Le projet vise également à renforcer l’association, sur les plans financier, opérationnel et institutionnel. Il s’agit notamment de mieux faire connaître le rôle de la société civile et les lois qui encadrent les associations. Des formations sont ainsi proposées aux membres sur des sujets tels que le cycle de projet, les recherches de financement ou encore la rédaction de rapports.

Ce volet n’a pas de résultats visibles immédiats pour l’ensemble de la communauté, aussi est-il parfois difficile à faire accepter par les autorités locales, plutôt en attente d’apports matériels tels que des infrastructures.
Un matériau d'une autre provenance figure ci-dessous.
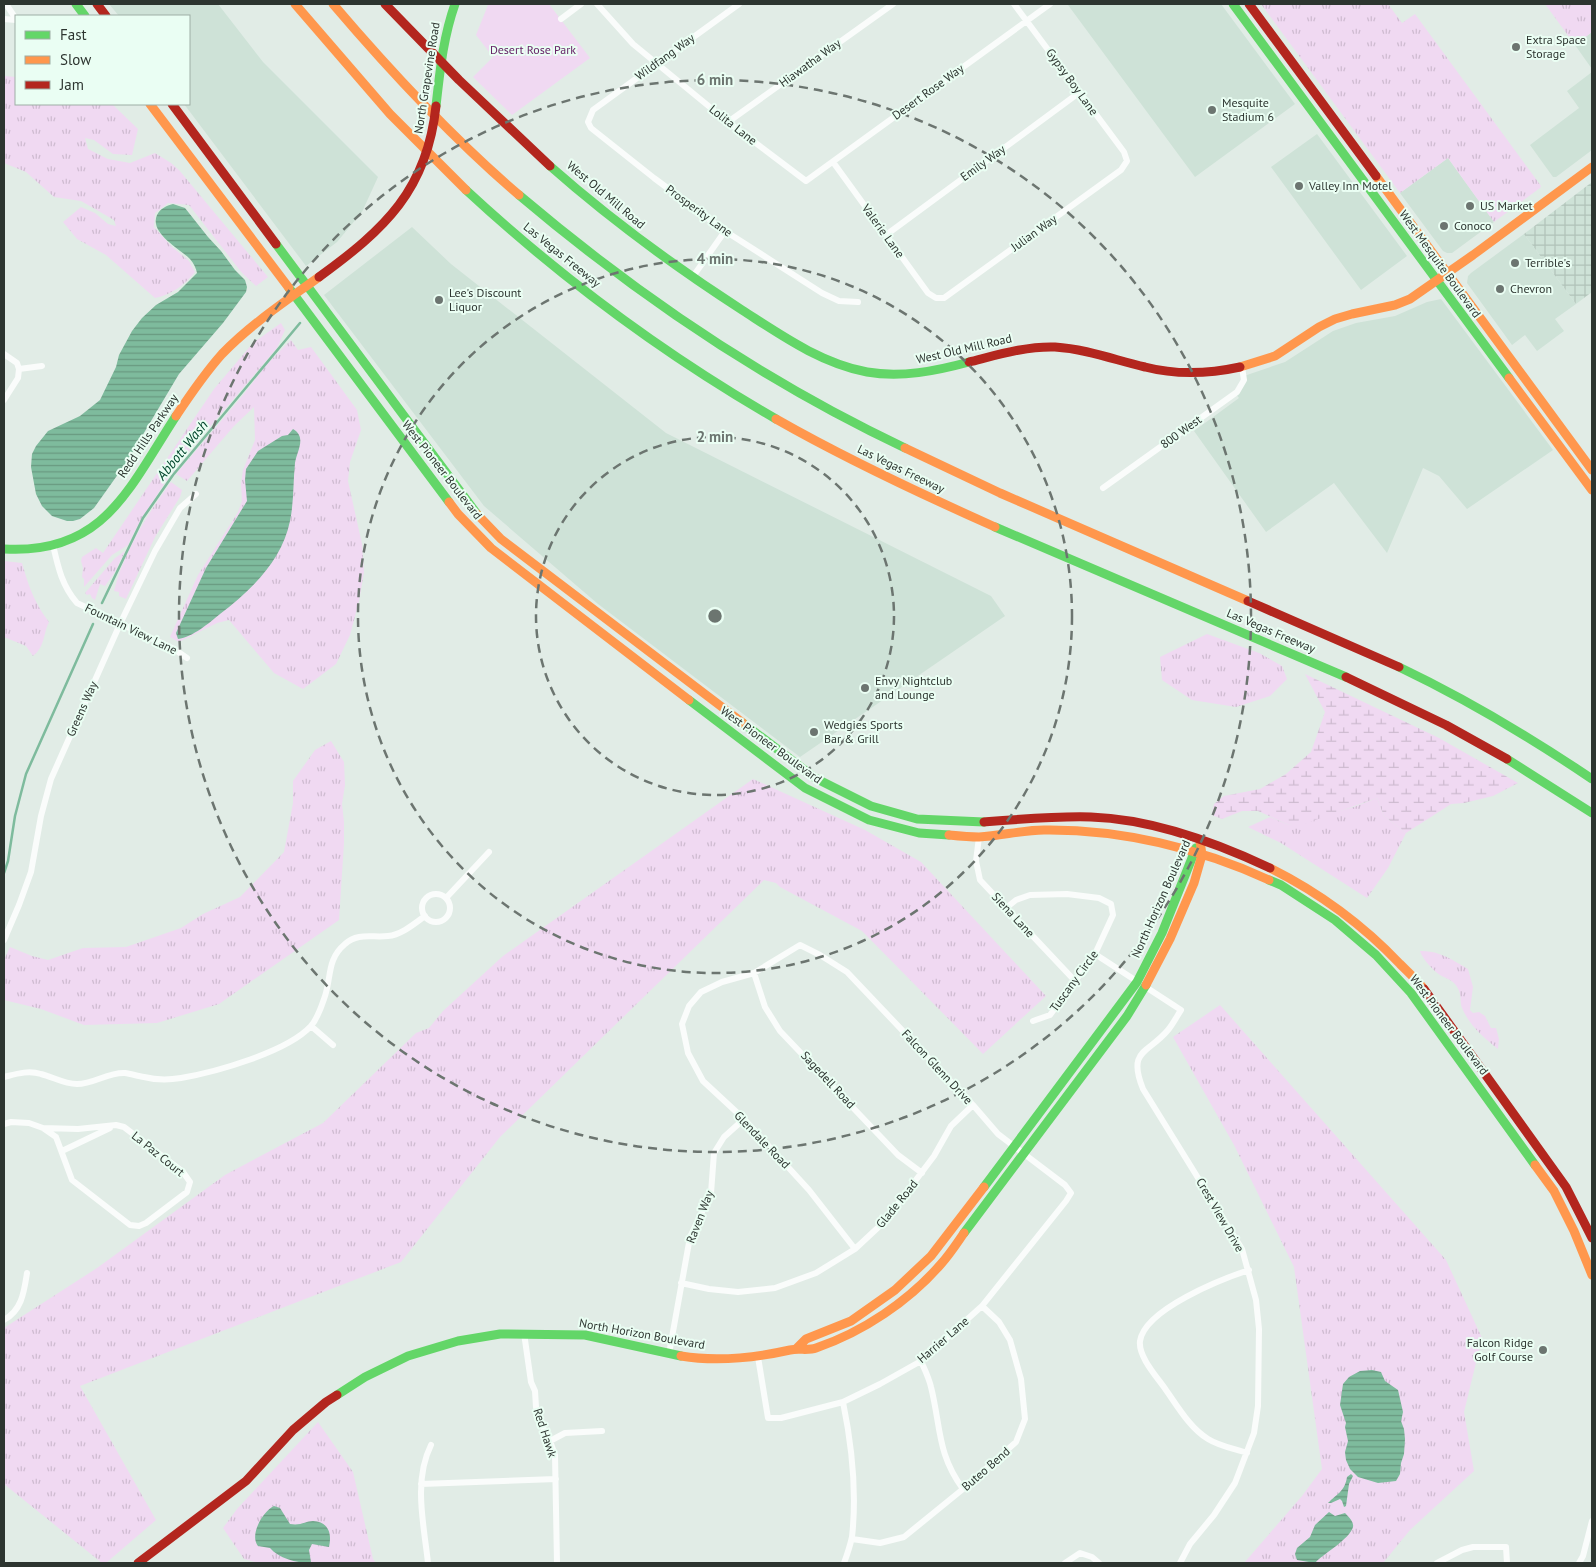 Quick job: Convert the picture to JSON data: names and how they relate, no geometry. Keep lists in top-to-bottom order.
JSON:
{
  "streets": {
    "main road": [
      "North Grapevine Road",
      "West Old Mill Road",
      "Las Vegas Freeway",
      "West Mesquite Boulevard",
      "Redd Hills Parkway",
      "West Pioneer Boulevard",
      "North Horizon Boulevard"
    ],
    "street": [
      "Wildfang Way",
      "Hiawatha Way",
      "Gypsy Boy Lane",
      "Desert Rose Way",
      "Lolita Lane",
      "Emily Way",
      "Prosperity Lane",
      "Valerie Lane",
      "Julian Way",
      "800 West",
      "Fountain View Lane",
      "Greens Way",
      "Siena Lane",
      "Tuscany Circle",
      "Falcon Glenn Drive",
      "Sagedell Road",
      "Glendale Road",
      "La Paz Court",
      "Glade Road",
      "Crest View Drive",
      "Raven Way",
      "Harrier Lane",
      "Red Hawk",
      "Buteo Bend"
    ]
  },
  "crossings": [
    ["Wildfang Way", "Lolita Lane"],
    ["Wildfang Way", "Prosperity Lane"],
    ["Hiawatha Way", "Lolita Lane"],
    ["North Grapevine Road", "Redd Hills Parkway"],
    ["North Grapevine Road", "West Pioneer Boulevard"],
    ["Gypsy Boy Lane", "Desert Rose Way"],
    ["Gypsy Boy Lane", "Emily Way"],
    ["Gypsy Boy Lane", "Julian Way"],
    ["Desert Rose Way", "Lolita Lane"],
    ["Desert Rose Way", "Valerie Lane"],
    ["Emily Way", "Valerie Lane"],
    ["West Old Mill Road", "West Mesquite Boulevard"],
    ["West Old Mill Road", "800 West"],
    ["Valerie Lane", "Julian Way"],
    ["Redd Hills Parkway", "West Pioneer Boulevard"],
    ["Redd Hills Parkway", "Fountain View Lane"],
    ["West Pioneer Boulevard", "North Horizon Boulevard"],
    ["West Pioneer Boulevard", "Siena Lane"],
    ["Fountain View Lane", "Greens Way"],
    ["North Horizon Boulevard", "Falcon Glenn Drive"],
    ["North Horizon Boulevard", "Crest View Drive"],
    ["North Horizon Boulevard", "Raven Way"],
    ["North Horizon Boulevard", "Harrier Lane"],
    ["North Horizon Boulevard", "Red Hawk"],
    ["Siena Lane", "Tuscany Circle"],
    ["Tuscany Circle", "Crest View Drive"],
    ["Falcon Glenn Drive", "Sagedell Road"],
    ["Falcon Glenn Drive", "Glendale Road"],
    ["Falcon Glenn Drive", "Glade Road"],
    ["Falcon Glenn Drive", "Harrier Lane"],
    ["Sagedell Road", "Glendale Road"],
    ["Sagedell Road", "Glade Road"],
    ["Glendale Road", "Glade Road"],
    ["Glendale Road", "Raven Way"],
    ["Glade Road", "Raven Way"],
    ["Harrier Lane", "Buteo Bend"]
  ],
  "water": ["Abbott Wash"],
  "parks": ["Desert Rose Park"],
  "places": [
    "Extra Space Storage",
    "Mesquite Stadium 6",
    "Valley Inn Motel",
    "US Market",
    "Conoco",
    "Terrible's",
    "Chevron",
    "Lee's Discount Liquor",
    "Envy Nightclub and Lounge",
    "Wedgies Sports Bar & Grill",
    "Falcon Ridge Golf Course"
  ],
  "legend": ["Fast", "Slow", "Jam"],
  "rings": ["6 min", "4 min", "2 min"]
}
L’équipe a néanmoins placé cette dimension au cœur du projet, car elle fait le pari que cela permettra d’assurer la pérennité de l’association et contribuera à une meilleure structuration de la société civile à long terme. On peut d’ores et déjà constater le sentiment de fierté des femmes travaillant dans l’équipe du projet, capables désormais de planifier leurs activités, de calculer leur budget, de travailler de manière plus autonome, plus assurées dans le dialogue avec les hommes occupant des postes à responsabilité au sein des autorités locales.

Ce projet doit prendre fin en décembre 2011. Toutefois, les classes d’alphabétisation ainsi que les bourses sont prévues au minimum pour un cycle de trois ans, et l’école maternelle est conçue pour fonctionner en continu. Aussi, si l’évolution de la situation politique le permet, l’équipe espère pouvoir poursuivre les activités d’éducation sur le long terme.